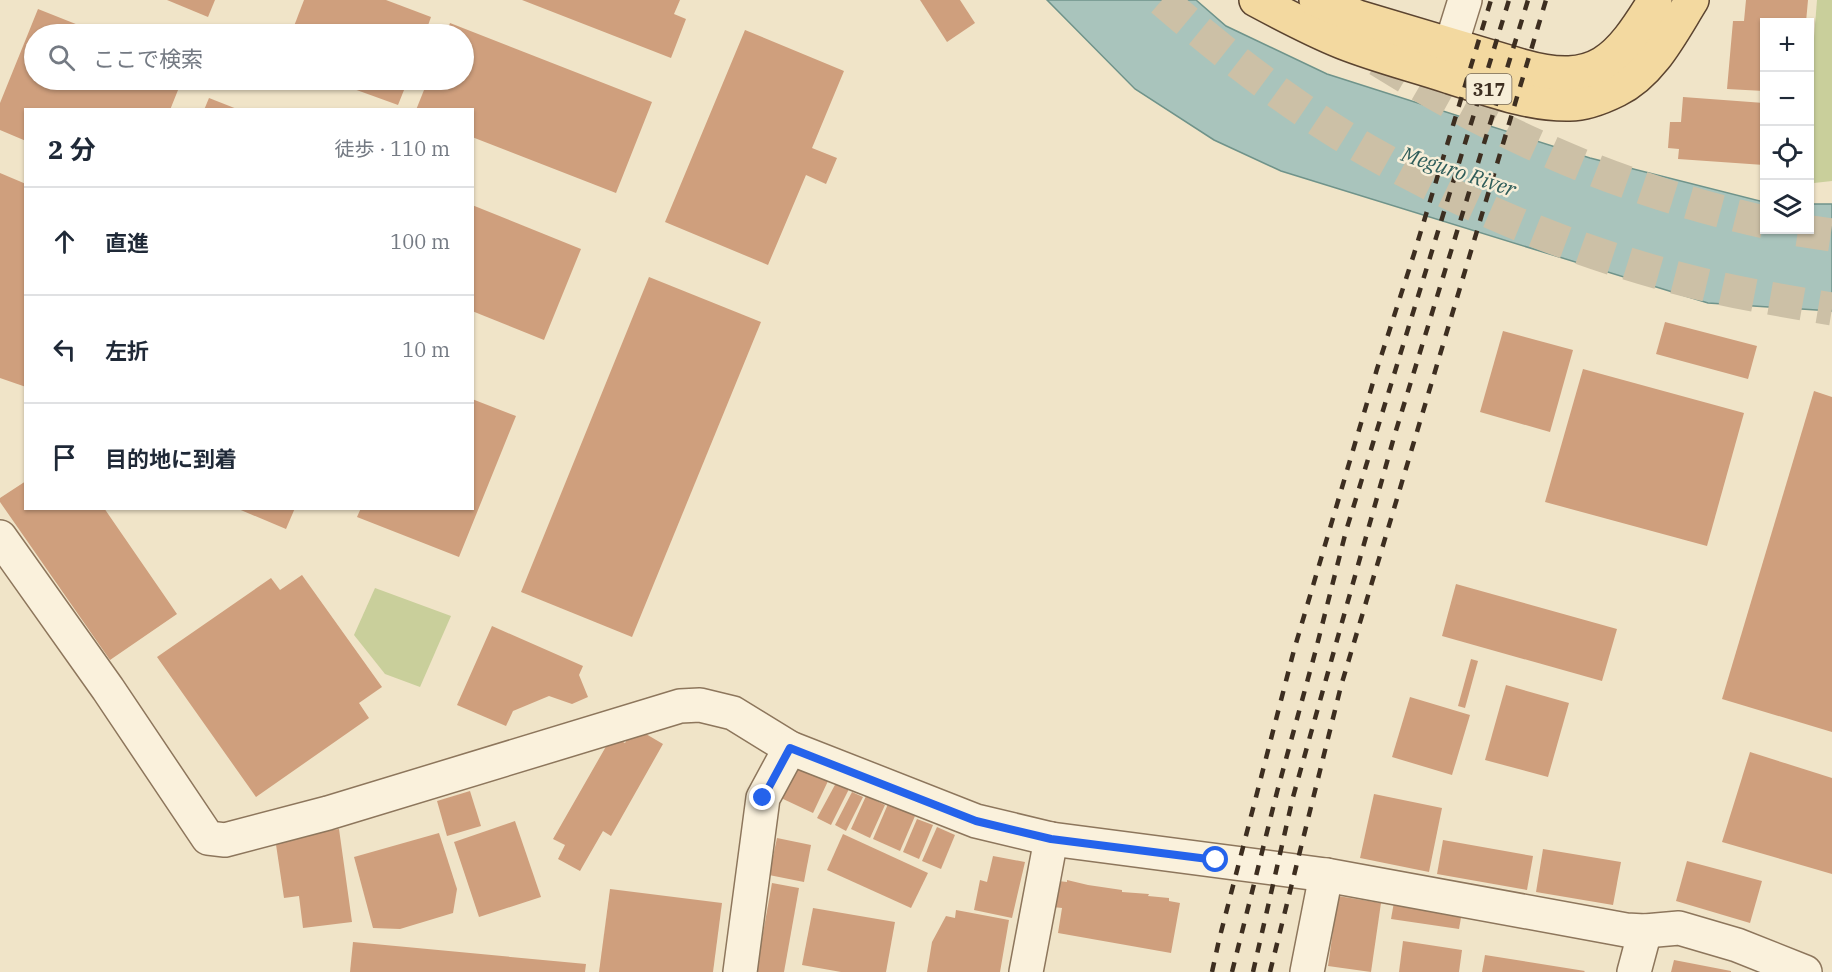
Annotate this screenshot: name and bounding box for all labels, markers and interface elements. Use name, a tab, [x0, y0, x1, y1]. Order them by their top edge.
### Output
map controls	[1760, 18, 1814, 234]
button: +	[1760, 18, 1814, 72]
search box	[24, 24, 474, 90]
icon: search	[45, 41, 78, 74]
text: ここで検索	[93, 44, 203, 73]
button: −	[1760, 72, 1814, 126]
road number: 317	[1466, 74, 1512, 104]
button: locate	[1760, 126, 1814, 180]
text: 2 分	[48, 132, 96, 166]
text: 徒歩 · 110 m	[335, 135, 450, 162]
water label: Meguro River	[1397, 139, 1521, 203]
button: layers	[1760, 180, 1814, 234]
icon: ahead	[48, 225, 81, 258]
text: 直進	[105, 228, 149, 257]
text: 100 m	[390, 228, 450, 255]
icon: left	[48, 333, 81, 366]
text: 左折	[105, 336, 149, 365]
text: 10 m	[402, 336, 450, 363]
icon: arrive	[48, 441, 81, 474]
text: 目的地に到着	[105, 444, 237, 473]
route end	[749, 784, 775, 810]
route start	[1202, 846, 1228, 872]

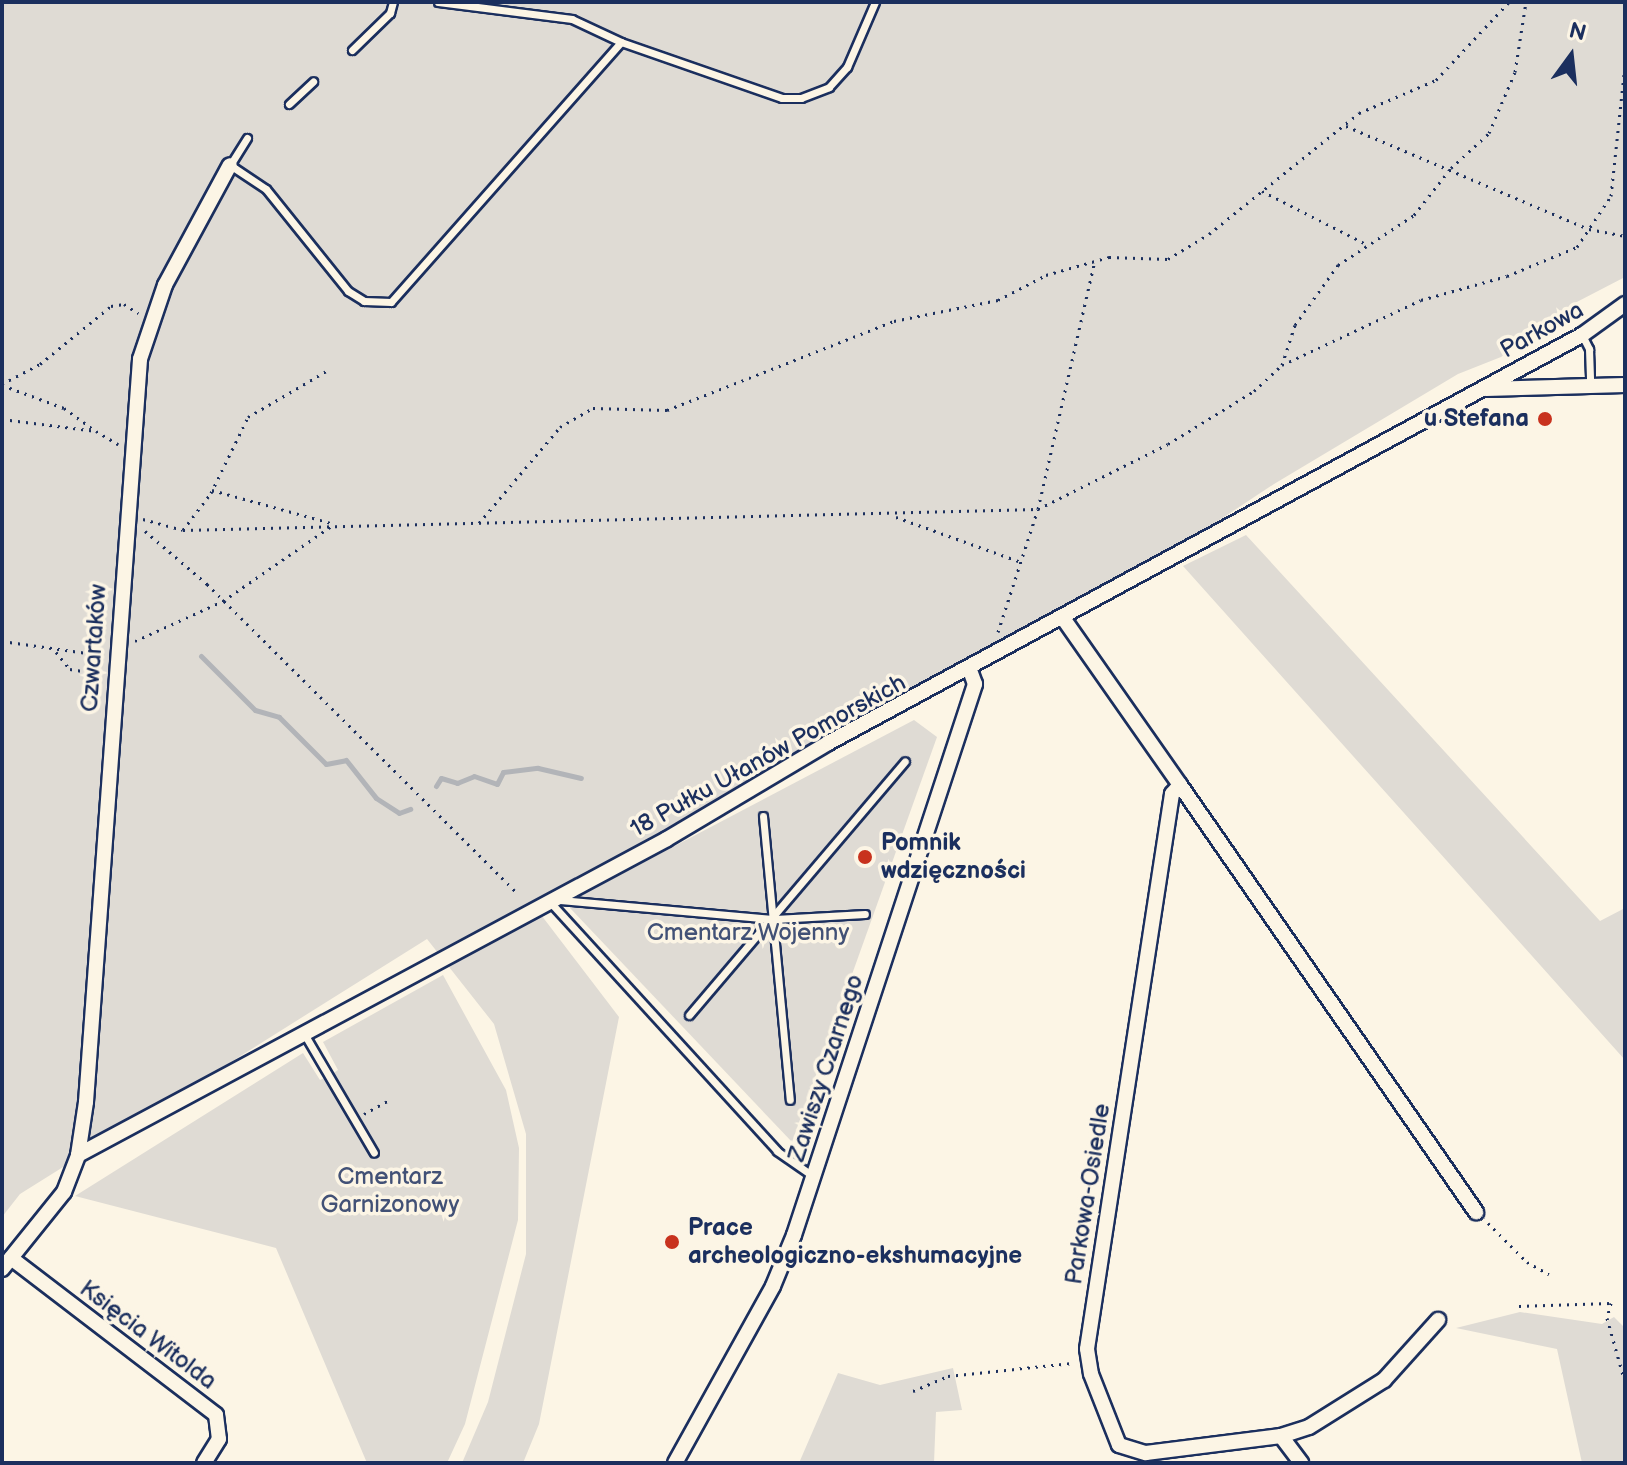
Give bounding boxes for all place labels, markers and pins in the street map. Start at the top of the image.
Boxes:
place label: u Stefana [1424,405,1529,433]
marker: u Stefana [1536,410,1554,428]
place label: Pomnik wdzięczności [881,829,1026,885]
marker: Pomnik wdzięczności [856,848,874,866]
place label: Prace archeologiczno-ekshumacyjne [688,1214,1022,1270]
marker: Prace archeologiczno-ekshumacyjne [663,1233,681,1251]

**Requirement**
Where a line in the records above includes the string "bounding", show it.

**Answer**
Annotate this screenshot: name and bounding box for all labels, markers and interface elements. Use name, a tab, [x0, y0, x1, y1]. Order them by their top edge.
Give bounding boxes for all place labels, markers and pins in the street map. Start at the top of the image.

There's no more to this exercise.